Its a knowing musician who can bring listeners to the heights of sheer elation, and then ease them down with measured tomes offering reflection and rumination. Indeed, if thats the definition of an engaging artist then suffice it to say Brad Hudson fully fits the bill. Next New Heartbreak is an album that’s fully informed through both banjo-driven bluegrass and thoughtful paeans to times gone by. As a result, it’s a humbling example of carefully crafted emotion and insights that aptly resonate with clarity and conviction.
That said, the title alone may be enough to persuade newcomers that Hudson has that knowing intent. However, it doesn’t begin to convey the full range of sentiment that emanates from these tunes. These aren’t simply songs about lost love or the guy who didn’t get the girl, although there are examples of that as well. Instead, they’re about places, people, and times that may be gone but not forgotten, expressed in ways that are firmly etched in the present, though clearly inspired by the past. Hudson conveys his melodies with honesty and humility, and it’s a credit to his credence that when he sings Appalachian Memories, his idyllic ode to the environs of East Tennessee, he has one of its native daughters, Dolly Parton, lending her vocals in harmony.
Nevertheless, while the references may be regional, the feelings are uniform and universal. Songs like The Day My Daddy Cried, Smoky Mountain Strong, and the closing instrumental My One and Only are tender and touching in ways that leave only the most callous individual indifferent to the intent. While Ramblers Song and Truckers Blues rumble at full throttle, it’s the sentimental asides — those mentioned above and others as well — that find a common bond, and with it, a common connection as well.
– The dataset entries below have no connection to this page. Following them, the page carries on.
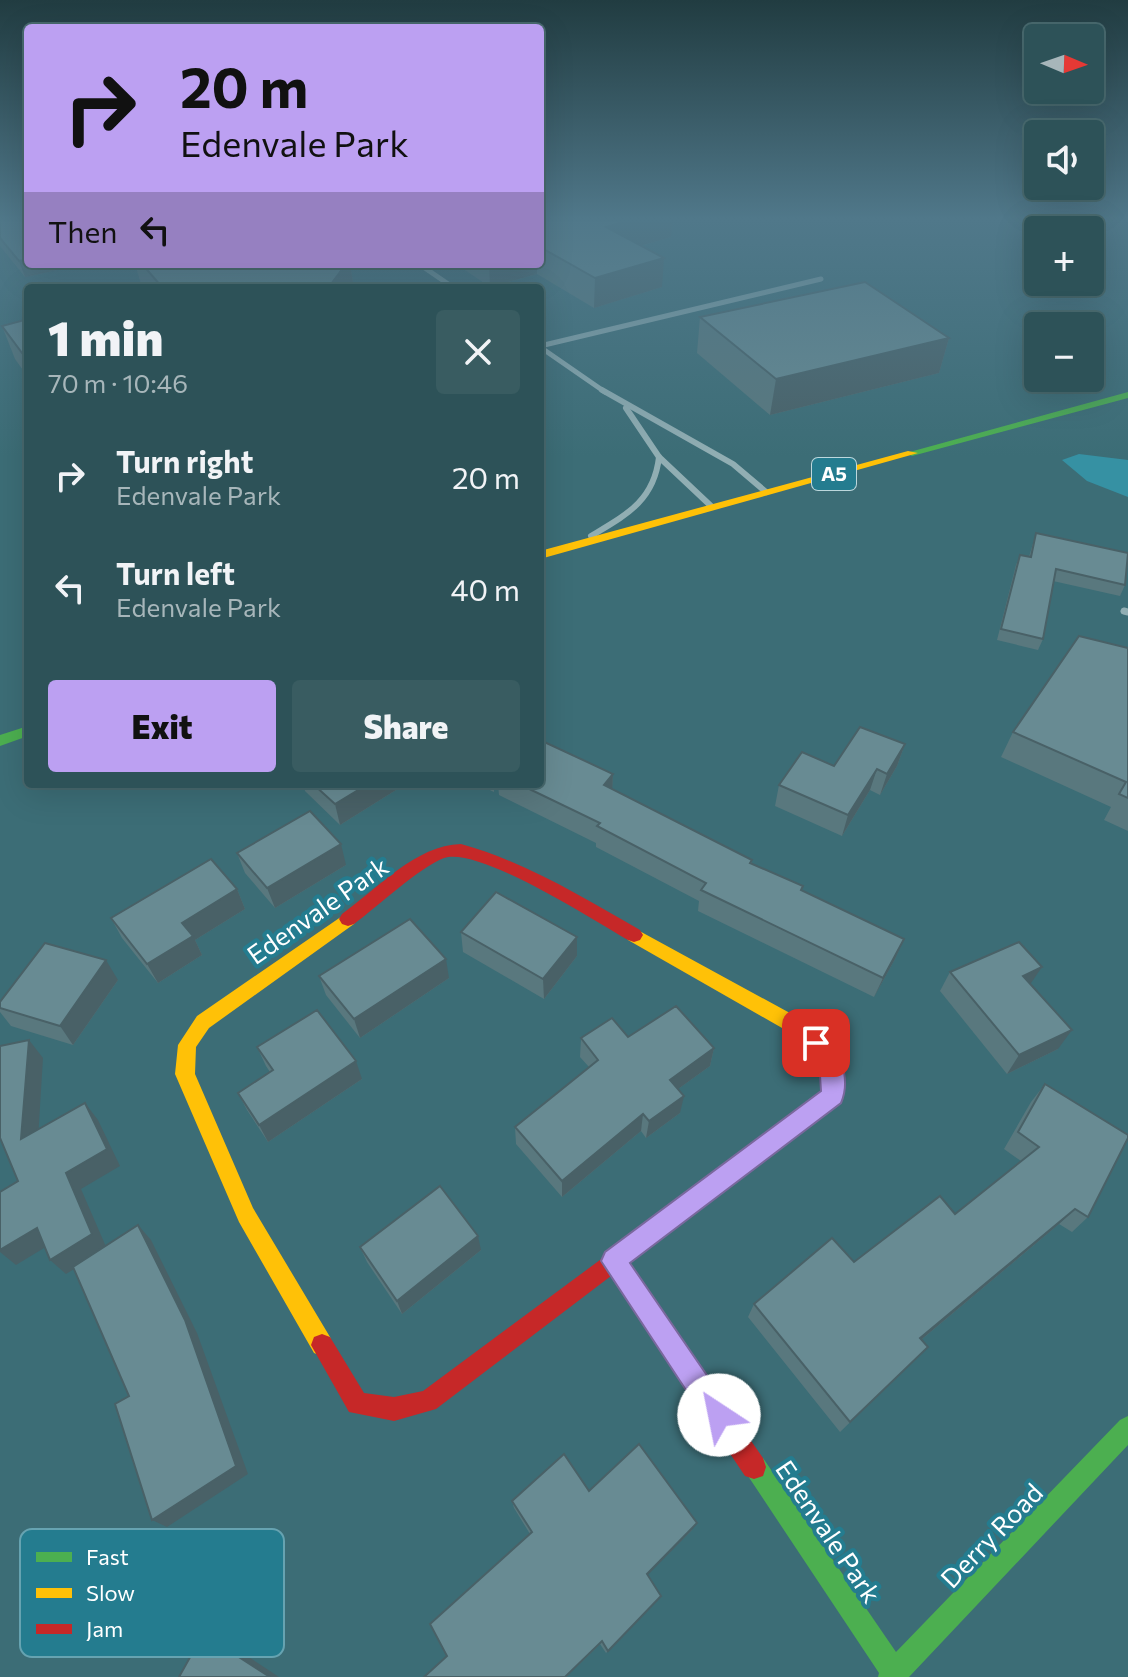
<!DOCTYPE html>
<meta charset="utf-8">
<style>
:root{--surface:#2d5258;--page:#395c61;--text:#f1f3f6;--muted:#a7b6ba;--line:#48696e;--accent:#bca0f2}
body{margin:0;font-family:Commissioner,sans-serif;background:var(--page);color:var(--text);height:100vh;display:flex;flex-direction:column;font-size:30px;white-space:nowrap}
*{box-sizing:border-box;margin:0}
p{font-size:26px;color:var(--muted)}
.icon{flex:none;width:44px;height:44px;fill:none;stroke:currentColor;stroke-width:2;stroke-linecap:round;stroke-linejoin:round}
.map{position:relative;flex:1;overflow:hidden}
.details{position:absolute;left:24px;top:284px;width:520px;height:504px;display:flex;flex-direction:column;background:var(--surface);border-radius:8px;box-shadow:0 8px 32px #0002,0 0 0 2px var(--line)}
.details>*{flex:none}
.guide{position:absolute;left:24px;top:24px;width:520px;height:244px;border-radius:8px;box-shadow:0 8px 32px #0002,0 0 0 2px var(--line);background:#bca0f2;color:#111;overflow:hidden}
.needle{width:52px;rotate:92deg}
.tools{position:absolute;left:1024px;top:24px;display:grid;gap:16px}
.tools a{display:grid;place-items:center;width:80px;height:80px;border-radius:8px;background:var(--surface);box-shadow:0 8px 32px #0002,0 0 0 2px var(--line);font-size:40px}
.pin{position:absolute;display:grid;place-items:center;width:68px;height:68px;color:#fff;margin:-34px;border-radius:16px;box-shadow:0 4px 12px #0006}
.me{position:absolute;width:88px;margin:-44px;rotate:326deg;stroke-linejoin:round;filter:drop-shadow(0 0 6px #0008)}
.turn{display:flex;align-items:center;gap:28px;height:168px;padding:0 24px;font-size:36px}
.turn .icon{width:104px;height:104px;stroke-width:2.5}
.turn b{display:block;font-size:56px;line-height:68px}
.then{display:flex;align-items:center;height:76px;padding:0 24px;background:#0003;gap:16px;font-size:30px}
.round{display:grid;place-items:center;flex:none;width:84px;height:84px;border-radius:8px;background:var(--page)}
.overview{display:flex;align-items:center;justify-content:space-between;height:136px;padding:0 24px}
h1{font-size:48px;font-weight:800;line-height:60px}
.action{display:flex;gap:16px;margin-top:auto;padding:16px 24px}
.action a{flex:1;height:92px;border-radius:8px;background:var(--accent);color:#111;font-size:32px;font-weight:800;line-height:92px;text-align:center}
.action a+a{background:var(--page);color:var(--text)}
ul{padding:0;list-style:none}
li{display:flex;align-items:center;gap:24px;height:112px;padding:0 24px}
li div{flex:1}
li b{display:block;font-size:30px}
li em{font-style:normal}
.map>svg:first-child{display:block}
</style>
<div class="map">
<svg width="1128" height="1677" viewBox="0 0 1128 1677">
<rect width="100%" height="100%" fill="#3c6d76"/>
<!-- green -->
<path fill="#3691a3" d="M1079 454 1128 460V497L1087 481 1062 460Z"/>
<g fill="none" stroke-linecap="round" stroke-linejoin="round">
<!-- street-far2 -->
<g stroke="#91aeb3" stroke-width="5">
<path d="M419 264 454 288"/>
<path d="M540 346 821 279"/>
<path d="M540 347 605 392"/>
</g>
<!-- street-far1 -->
<g stroke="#91aeb3" stroke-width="6">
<path d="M602 390 733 464 766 492"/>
<path d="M626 408 659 457 711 506"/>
<path d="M591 536C626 515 654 501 659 457"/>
</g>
<!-- street -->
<path stroke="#91aeb3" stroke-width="7" d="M1124 611 1128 612"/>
<!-- fast -->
<g fill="#4caf50" fill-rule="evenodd">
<path d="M1128 392V398L912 456 906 453Z"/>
<path d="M28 726V736L0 746V735Z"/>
<path d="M1128 1416V1445L909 1677H878L879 1673 742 1467 745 1458 754 1455 763 1458 896 1652 1120 1420Z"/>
</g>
<!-- slow -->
<g fill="#ffc107" fill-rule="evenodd">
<path d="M908 451 918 453 540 559V551Z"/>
<path d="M348 912 354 914 357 919 354 924 209 1028 196 1047 195 1074 253 1208 330 1337 333 1345 330 1353 322 1356 314 1353 239 1222 175 1074 178 1045 197 1016Z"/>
<path d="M634 928 810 1024 837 1050 839 1056 843 1096 840 1102 685 1217 678 1214 675 1207 678 1200 823 1092 821 1060 796 1036 628 940 625 935 628 930Z"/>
</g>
<!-- jam -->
<g fill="#c62828" fill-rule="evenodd">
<path d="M461 844C526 862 582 897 640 930L643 935 640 940 634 942 628 940C594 921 479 846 444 858 420 867 377 907 354 924L348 926 342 924 339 919 342 914C377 889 416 845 461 844Z"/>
<path d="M685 1197 692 1200 695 1207 692 1214 627 1263 763 1458 766 1467 763 1476 754 1479 745 1476 611 1276 436 1409 394 1421 349 1412 311 1345 314 1337 322 1334 330 1337 364 1393 394 1397 423 1391Z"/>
</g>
</g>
<!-- wall -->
<g fill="#59787e">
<path d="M0 221 28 264H61L62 269 25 277 0 246Z"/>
<path d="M540 221 671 237 641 246 662 287 594 308 537 274 490 287 456 264H540Z"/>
<path d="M135 264H350L354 288H144L141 284Z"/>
<path d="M700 317 949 338 939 373 770 415 697 353Z"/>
<path d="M28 319V377L15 359 2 326Z"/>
<path d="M1036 533 1125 585 1120 596 1053 581 1043 639 1038 650 997 640 1016 565 1020 555 1029 557Z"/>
<path d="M1128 648V831L1104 820 1111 807 1001 757 1013 732Z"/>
<path d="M905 744 897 766 880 795 870 790 842 836 775 806 779 785 834 766Z"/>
<path d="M613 774 612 789 752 860V864L803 886 802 890 904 939 895 959 874 997 698 911 699 901 596 847V843L499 795 498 784H540Z"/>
<path d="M303 784H404V785L340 825 305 791Z"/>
<path d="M477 784H494V792Z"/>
<path d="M237 853 346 865 275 908 245 873Z"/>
<path d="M237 889 245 909 195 940 202 955 158 983 122 938 111 918Z"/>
<path d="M461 932 577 956 544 999 463 952Z"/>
<path d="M950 972 1031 984 1058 1049 1007 1074 940 991Z"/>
<path d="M319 976 449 978 360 1038 326 995Z"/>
<path d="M118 980 73 1045 11 1026 0 1012V1002Z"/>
<path d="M628 1037 714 1048 710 1066 678 1089 680 1113 646 1138 641 1131 562 1197 516 1144 515 1127 589 1067 580 1057 581 1038Z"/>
<path d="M257 1047 362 1079 268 1142 247 1110 238 1093 270 1072 266 1066Z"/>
<path d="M1045 1084 1088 1217 1072 1232 1059 1224 921 1340 928 1347 840 1432 748 1317 754 1304 854 1262 955 1214 1021 1161 1004 1149 1031 1102Z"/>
<path d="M360 1247 481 1250 402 1314 367 1262Z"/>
<path d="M589 1491 692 1530 647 1575 661 1596 606 1653 600 1644 566 1677H424L447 1656 530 1534 514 1508 512 1501Z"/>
</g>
<!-- shaded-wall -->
<g fill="#496167">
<path d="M627 221H673L671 237 605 256 606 227Z"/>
<path d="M664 258 662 287 594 308 595 278Z"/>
<path d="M28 259V264H61L62 269 25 277 19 261Z"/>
<path d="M346 264H350L354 288H328Z"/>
<path d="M489 264H537V274L490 287Z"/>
<path d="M949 338 939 373 770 415 776 379Z"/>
<path d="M905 744 897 766 880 795 887 774Z"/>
<path d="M877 769 870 790 842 836 848 815Z"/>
<path d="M613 774 612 795 604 785Z"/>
<path d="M368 784H404V785L340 825 335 804Z"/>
<path d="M341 844 346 865 275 908 267 888Z"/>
<path d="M237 889 245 909 195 940 202 955 158 983 147 964 182 923Z"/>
<path d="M577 937V956L544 999 543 979Z"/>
<path d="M904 939 895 959 874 997 883 978Z"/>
<path d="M446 959 449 978 360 1038 354 1019Z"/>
<path d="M106 960 118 980 73 1045 60 1026Z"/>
<path d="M1042 967 1029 986 1023 976Z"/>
<path d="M1072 1030 1058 1049 1007 1074 1019 1055Z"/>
<path d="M29 1040 43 1058 37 1155 21 1139Z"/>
<path d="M714 1048 710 1066 667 1097 670 1080Z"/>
<path d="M356 1061 362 1079 268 1142 259 1125Z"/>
<path d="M684 1096 680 1113 646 1138 649 1121Z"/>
<path d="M85 1103 98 1120 120 1166 81 1189 107 1249 66 1274 50 1260 66 1173Z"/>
<path d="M643 1114 641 1131 562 1197V1181Z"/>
<path d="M1075 1209 1059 1224 909 1350 920 1338Z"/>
<path d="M138 1225 151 1240 197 1333 248 1474 167 1527 152 1520Z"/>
<path d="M37 1228 54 1242 16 1265 0 1252V1250Z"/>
<path d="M478 1236 481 1250 402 1314 397 1301Z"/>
<path d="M697 1523 692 1530 644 1579 647 1574Z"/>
<path d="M203 1634 217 1636 279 1677H270Z"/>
</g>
<!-- building -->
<g fill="#688b93" stroke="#496167" stroke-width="2">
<path d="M0 221H28V259L19 261 0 238Z"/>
<path d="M540 221H627L606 227 664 258 595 278 540 247Z"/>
<path d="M142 264H346L328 288H152L161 286Z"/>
<path d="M865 282 949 338 776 379 700 317Z"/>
<path d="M28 319V361L2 326Z"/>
<path d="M1036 533 1128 553 1125 585 1056 569 1043 639 1001 629 1020 555 1031 557Z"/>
<path d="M1079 636 1128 648V798L1119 794 1126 782 1013 732Z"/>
<path d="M860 727 905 744 887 774 877 769 848 815 779 785 802 752 834 766Z"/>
<path d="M540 740 613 774 604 785 752 860 750 863 803 886 801 890 904 939 883 978 701 890 706 883 597 826 600 823 519 784H540Z"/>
<path d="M313 784H368L335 804Z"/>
<path d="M310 811 341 844 267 888 237 853Z"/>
<path d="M211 859 237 889 182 923 193 936 147 964 111 918Z"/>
<path d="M496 892 577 937 543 979 461 932Z"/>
<path d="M410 919 446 959 354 1019 319 976Z"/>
<path d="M1019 942 1042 967 1023 976 1072 1030 1019 1055 950 972Z"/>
<path d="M45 943 106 960 60 1026 0 1008V1002Z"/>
<path d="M676 1006 714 1048 670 1080 684 1096 649 1121 643 1114 562 1181 515 1127 598 1060 581 1038 612 1018 628 1037Z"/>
<path d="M317 1010 356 1061 259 1125 238 1093 273 1070 257 1047Z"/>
<path d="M29 1040 21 1139 85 1103 107 1149 66 1173 92 1234 50 1260 37 1228 0 1250V1192L18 1181 0 1138V1046Z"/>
<path d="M1045 1084 1128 1135V1138L1088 1217 1075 1209 920 1338 928 1347 850 1422 754 1304 832 1238 854 1262 940 1196 955 1214 1039 1147 1018 1132Z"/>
<path d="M440 1186 478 1236 397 1301 360 1247Z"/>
<path d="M138 1225 185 1320 236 1466 152 1520 115 1404 129 1396 73 1267Z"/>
<path d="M639 1444 697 1523 647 1574 661 1596 608 1651 602 1641 565 1677H424L447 1656 430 1624 532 1532 512 1501 564 1454 589 1491Z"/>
<path d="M203 1634 270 1677H179Z"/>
</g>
<!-- sky -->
<linearGradient id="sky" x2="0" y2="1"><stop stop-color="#213c41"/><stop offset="0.48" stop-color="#50788a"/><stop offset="1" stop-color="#50788a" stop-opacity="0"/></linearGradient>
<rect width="1128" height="456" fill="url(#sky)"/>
<!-- route -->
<path fill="#bca0f2" stroke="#7a689d" stroke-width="2" d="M816 1034C841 1043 851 1080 841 1103L630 1263 728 1406 732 1415 728 1425 719 1429 709 1425 601 1261 605 1252 821 1091 819 1060 806 1043 809 1036Z"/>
<g text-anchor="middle" stroke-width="8" stroke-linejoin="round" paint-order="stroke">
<!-- shield labels -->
<rect fill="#247c8f" stroke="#bdd8dd" stroke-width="2" x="812" y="458" width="44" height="32" rx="6"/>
<g font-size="20" font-weight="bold" fill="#fff">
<text x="834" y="481">A5</text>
</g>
<!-- near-street labels -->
<g font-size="26" fill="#fff" stroke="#247c8f">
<text transform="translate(318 911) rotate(-35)" y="9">Edenvale Park</text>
<text transform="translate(828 1532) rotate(56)" y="9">Edenvale Park</text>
<text transform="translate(992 1536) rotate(-46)" y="9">Derry Road</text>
</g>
</g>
<!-- legend -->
<rect x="20" y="1529" width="264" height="128" rx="12" fill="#247c8f" stroke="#66a3b1" stroke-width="2"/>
<rect x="36" y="1552" width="36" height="10" fill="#4caf50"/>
<rect x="36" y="1588" width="36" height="10" fill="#ffc107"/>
<rect x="36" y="1624" width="36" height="10" fill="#c62828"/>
<g font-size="22" fill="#fff">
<text x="86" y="1565">Fast</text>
<text x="86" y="1601">Slow</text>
<text x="86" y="1637">Jam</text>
</g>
</svg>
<div class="tools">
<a><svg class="needle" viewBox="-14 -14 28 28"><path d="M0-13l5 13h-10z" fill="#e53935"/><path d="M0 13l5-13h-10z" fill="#a7b6ba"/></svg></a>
<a><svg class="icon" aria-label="sound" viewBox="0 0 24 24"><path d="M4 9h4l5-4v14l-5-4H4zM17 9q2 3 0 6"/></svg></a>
<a>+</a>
<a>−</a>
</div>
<div class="pin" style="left:816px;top:1043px;background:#d93025"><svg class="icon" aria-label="arrive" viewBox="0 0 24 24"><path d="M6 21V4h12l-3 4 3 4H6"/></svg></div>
<svg class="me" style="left:719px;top:1415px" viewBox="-20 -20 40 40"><circle r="19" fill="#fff"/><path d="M0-13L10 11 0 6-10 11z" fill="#bca0f2"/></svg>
<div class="guide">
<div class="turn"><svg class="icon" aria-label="right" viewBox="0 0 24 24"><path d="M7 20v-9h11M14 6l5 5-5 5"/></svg><div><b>20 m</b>Edenvale Park</div></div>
<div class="then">Then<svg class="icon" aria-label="left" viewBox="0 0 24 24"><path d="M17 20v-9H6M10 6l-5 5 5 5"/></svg></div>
</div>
<section class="details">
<div class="overview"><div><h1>1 min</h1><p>70 m · 10:46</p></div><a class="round"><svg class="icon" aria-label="close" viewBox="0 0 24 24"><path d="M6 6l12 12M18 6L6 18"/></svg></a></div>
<ul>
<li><svg class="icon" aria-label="right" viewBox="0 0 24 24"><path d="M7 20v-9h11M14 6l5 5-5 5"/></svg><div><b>Turn right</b><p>Edenvale Park</p></div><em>20 m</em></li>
<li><svg class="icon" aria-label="left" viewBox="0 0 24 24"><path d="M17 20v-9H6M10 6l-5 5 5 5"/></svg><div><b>Turn left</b><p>Edenvale Park</p></div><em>40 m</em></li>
</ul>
<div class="action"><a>Exit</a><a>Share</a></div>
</section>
</div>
“When the Lord made me, I guess he broke the mold,” Hudson sings early on, and while that may seem somewhat precocious coming from one who’s yet to etch his identity — especially as far as the wider world is concerned — it’s a statement that rings true, particularly as far as the music is concerned. It’s never easy to convey conviction, but by stirring the senses in certain ways, a meaningful bond be artist and audience is readily assured.